A party hire business owner who concocted a plan to target his jumping castle industry rivals with a string of arson attacks has been sentenced to more than a decade behind bars.
The County Court of Victoria heard James Balcombe, 58, was motivated by an obsessive desire to outdo his competitors when he paid his co-offenders to firebomb their businesses across industrial Melbourne in late 2016 and early 2017.
Many of the fires, lit with fuel or Molotov cocktails, failed to take hold or incurred only minor damage.
But one attack destroyed more than 100 jumping castles and caused extensive damage, destroying the livelihood of the business's owner.
Balcombe later instructed one of his co-offenders to set his own business alight, a move Judge Stewart Bayles on Thursday said was seemingly driven by an attempt to deflect suspicion and lodge an insurance claim.
The 58-year-old's lawyer, Simon Kenny, said it was accepted that Balcombe was the instigator of the attacks and submitted that the offending was "amateurish, short-sighted and unsophisticated".
Balcombe received an 11-year prison sentence after earlier pleading guilty to 11 charges of conspiracy to commit arson.
Balcombe adopted false name after plot discovered, court hears
The court heard Balcombe entered the party hire industry in about 2006, eventually expanding his operation to jumping castle hire in 2011 after learning it was a lucrative industry.
The strategy worked, with Justice Bayles saying Balcombe "never experienced such success in business before" or the kind of money that allowed him to buy a bigger premises for his enterprise, Awesome Party Hire.
The court heard Balcombe met with two men called Craig Anderson and Peter Smith in late 2016, instructing them to burn two addresses in Werribee and Tullamarine to the ground.
"You told them you wanted the jumping castles affected so the other companies wouldn't be making money," Justice Bayles said, addressing Balcombe in court.
The men were offered $2,000 for each address and told more would follow, the court heard.
Smith pulled out after the first two attacks, but further incidents followed a similar pattern, being carried out in industrial areas at night and aided on about four occasions by a getaway driver.
Balcombe, unhappy when the attempts failed to cause significant damage, would sometimes instruct those carrying out the attacks to return to the same businesses a second and even third time.
The court heard the fire at an uninsured Hoppers Crossing business called A&A Jumping Castles engulfed all of its owner's equipment and belongings, and required almost $1.5 million in repair works.
Another attack, carried out by an unknown co-offender, wrongly targeted a neighbouring property but only caused minimal damage.
Some of Balcombe's own equipment went up in flames when he instructed Anderson to set it alight on 6 March, 2017.
Anderson, Smith and a third person were arrested in the following days, with the court hearing the three men made full admissions and Anderson and Smith nominated Balcombe at the instigator.
Balcombe's arrest soon followed, and he was charged and bailed the same month.

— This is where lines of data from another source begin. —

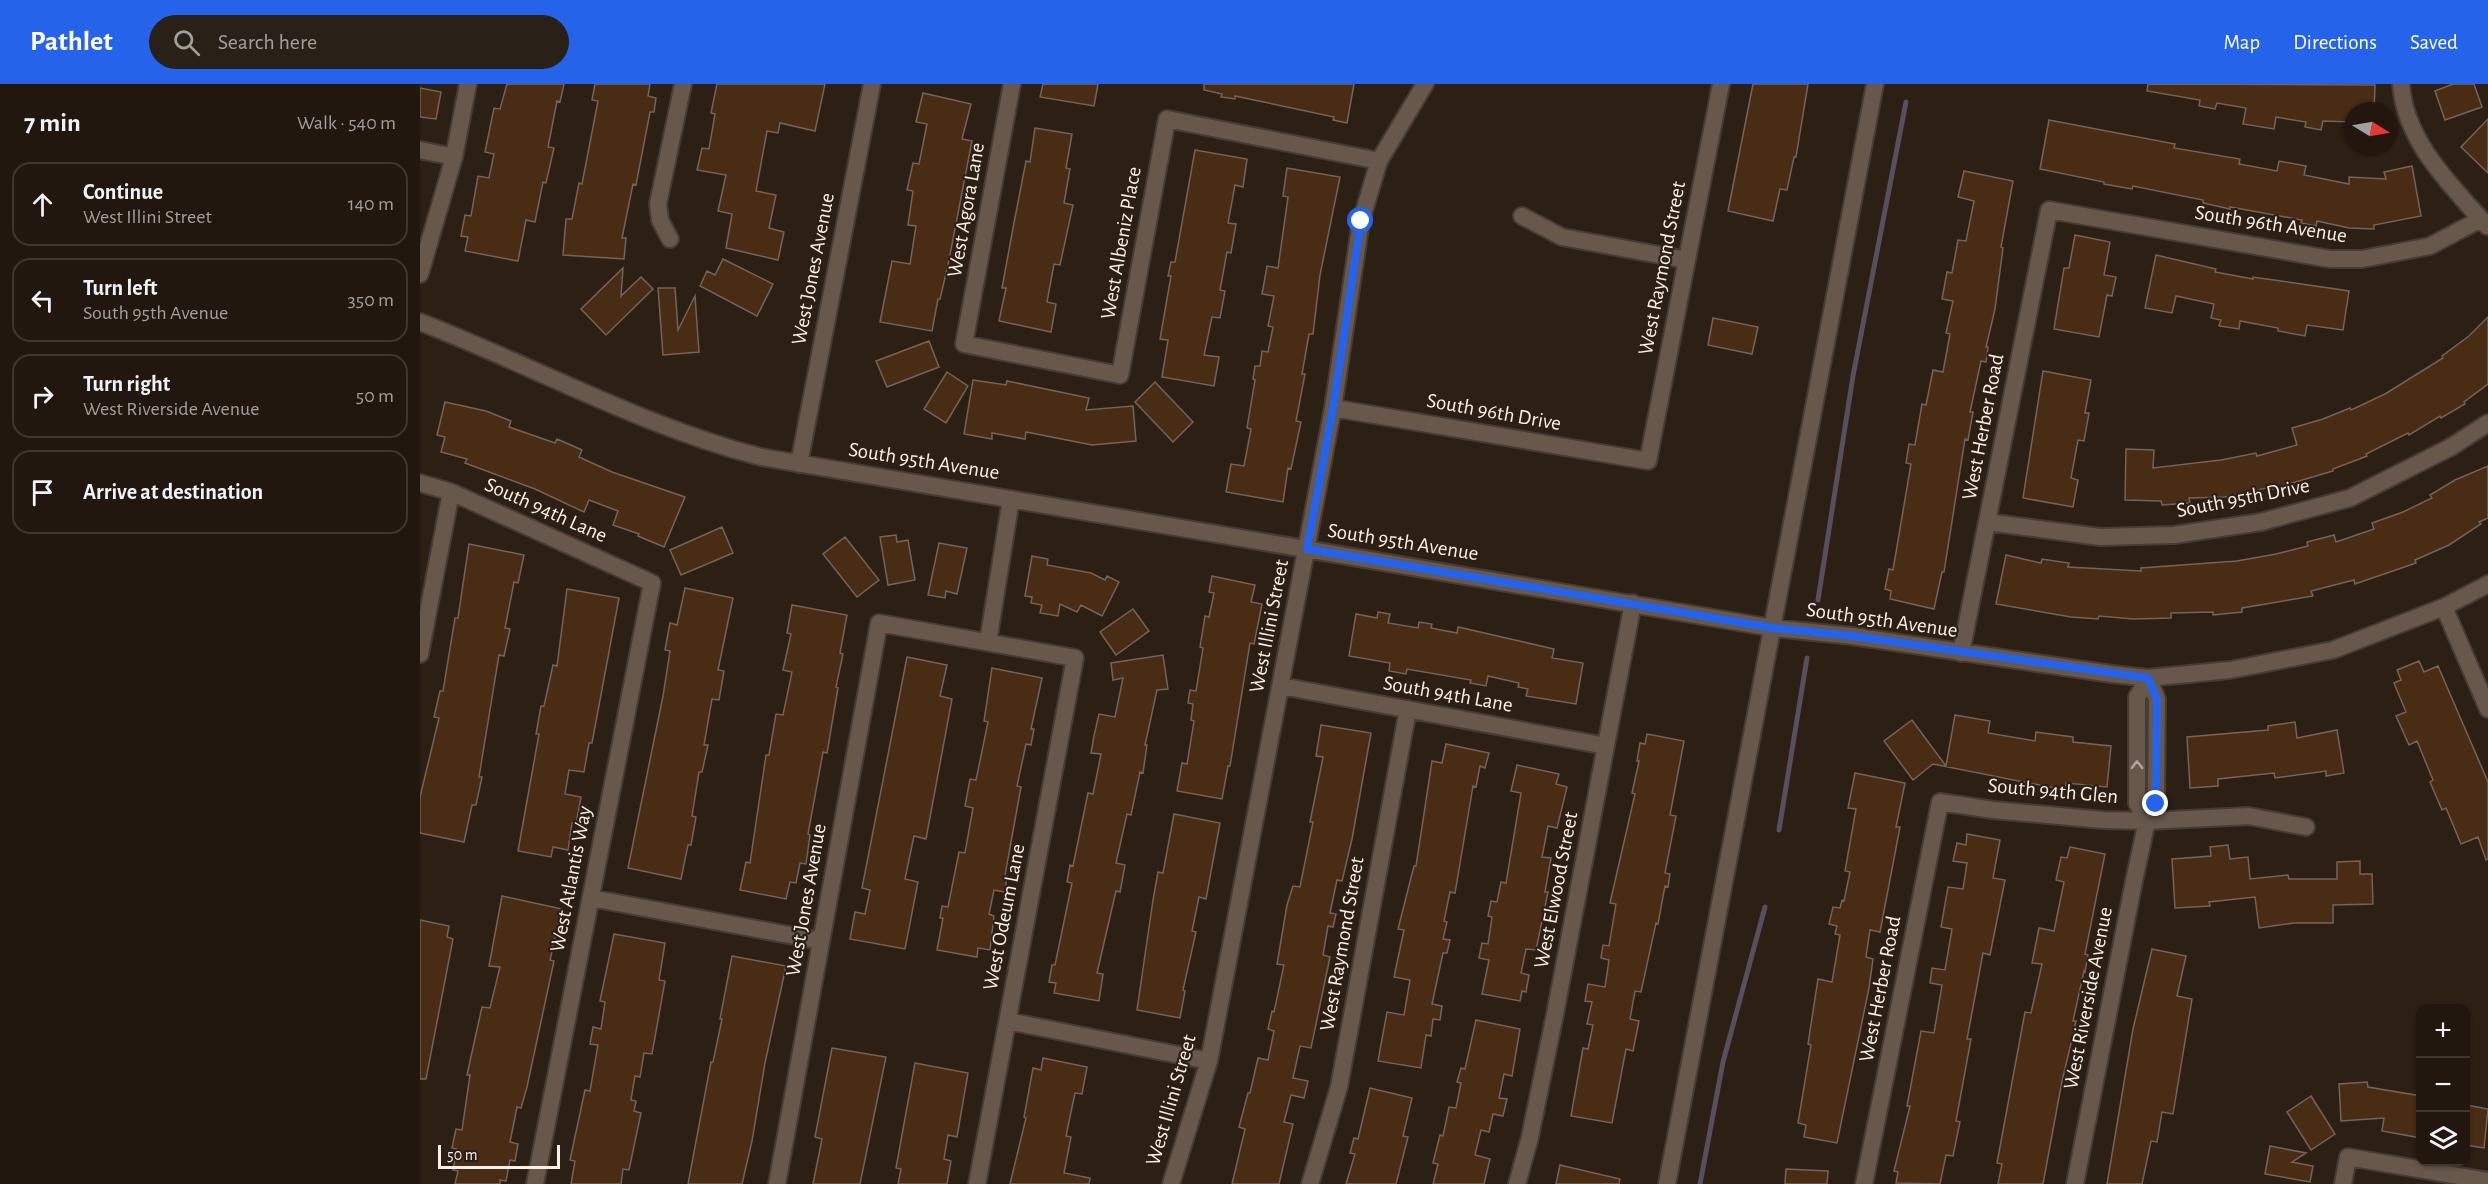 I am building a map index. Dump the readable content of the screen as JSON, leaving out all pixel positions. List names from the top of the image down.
{
  "streets": {
    "street": [
      "West Agora Lane",
      "South 96th Avenue",
      "West Albeniz Place",
      "West Raymond Street",
      "West Jones Avenue",
      "South 96th Drive",
      "West Herber Road",
      "South 95th Avenue",
      "South 95th Drive",
      "South 94th Lane",
      "West Illini Street",
      "South 94th Glen",
      "West Atlantis Way",
      "West Elwood Street",
      "West Odeum Lane",
      "West Riverside Avenue"
    ]
  },
  "crossings": [
    ["West Agora Lane", "West Albeniz Place"],
    ["South 96th Avenue", "West Herber Road"],
    ["West Albeniz Place", "West Illini Street"],
    ["West Raymond Street", "South 96th Drive"],
    ["West Raymond Street", "South 94th Lane"],
    ["West Jones Avenue", "South 95th Avenue"],
    ["West Jones Avenue", "West Odeum Lane"],
    ["South 96th Drive", "West Illini Street"],
    ["West Herber Road", "South 95th Avenue"],
    ["West Herber Road", "South 95th Drive"],
    ["West Herber Road", "South 94th Glen"],
    ["South 95th Avenue", "West Illini Street"],
    ["South 95th Avenue", "West Elwood Street"],
    ["South 94th Lane", "West Illini Street"],
    ["South 94th Lane", "West Atlantis Way"],
    ["South 94th Lane", "West Elwood Street"],
    ["South 94th Glen", "West Riverside Avenue"]
  ],
  "scale_bar": "50 m",
  "north": "right",
  "page": {
    "header": "Pathlet",
    "search": "Search here",
    "nav": ["Map", "Directions", "Saved"],
    "heading": ["7 min", "Walk · 540 m"],
    "list": [
      ["Continue", "West Illini Street", "140 m"],
      ["Turn left", "South 95th Avenue", "350 m"],
      ["Turn right", "West Riverside Avenue", "50 m"],
      "Arrive at destination"
    ],
    "map_buttons": ["+", "−"],
    "scale": "50 m"
  }
}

However, an arrest warrant was issued when he failed to appear at a December 2018 bail hearing, and Justice Bayles said he was later found in Perth having taken a false name and several steps "to alter your appearance and adopt a false identity".
The judge said he was extradited for arraignment in October 2021 before a plea hearing in June 2022.
Offender 'fixated' on business success
In sentencing on Thursday, Justice Bayles said Balcombe's offending had caused "significant loss, suffering and emotional trauma".
He said the attack on A&A Jumping Castles was career-ending for the business's owners, who had to close up shop even after drawing from their savings to try to keep it going.
The court heard from a defence material saying that Balcombe suffered from several psychological disorders and had become "completely fixated" on his business success at the time of his offending.
"It consumed your every waking moment and you were continually thinking of ways to maximise and advance your business," the judge said.
"You wanted to eliminate your competition so you would succeed, your business being the number one business in the industry."
The judge took into account Balcombe's guilty plea after his extradition, and his lawyer's suggestion that the offender intended to engage in treatment.
Some parts of the 58-year-old's sentences for the 11 charges will be served cumulatively for an 11-year sentence, with a non-parole period set at 7 years and 10 months.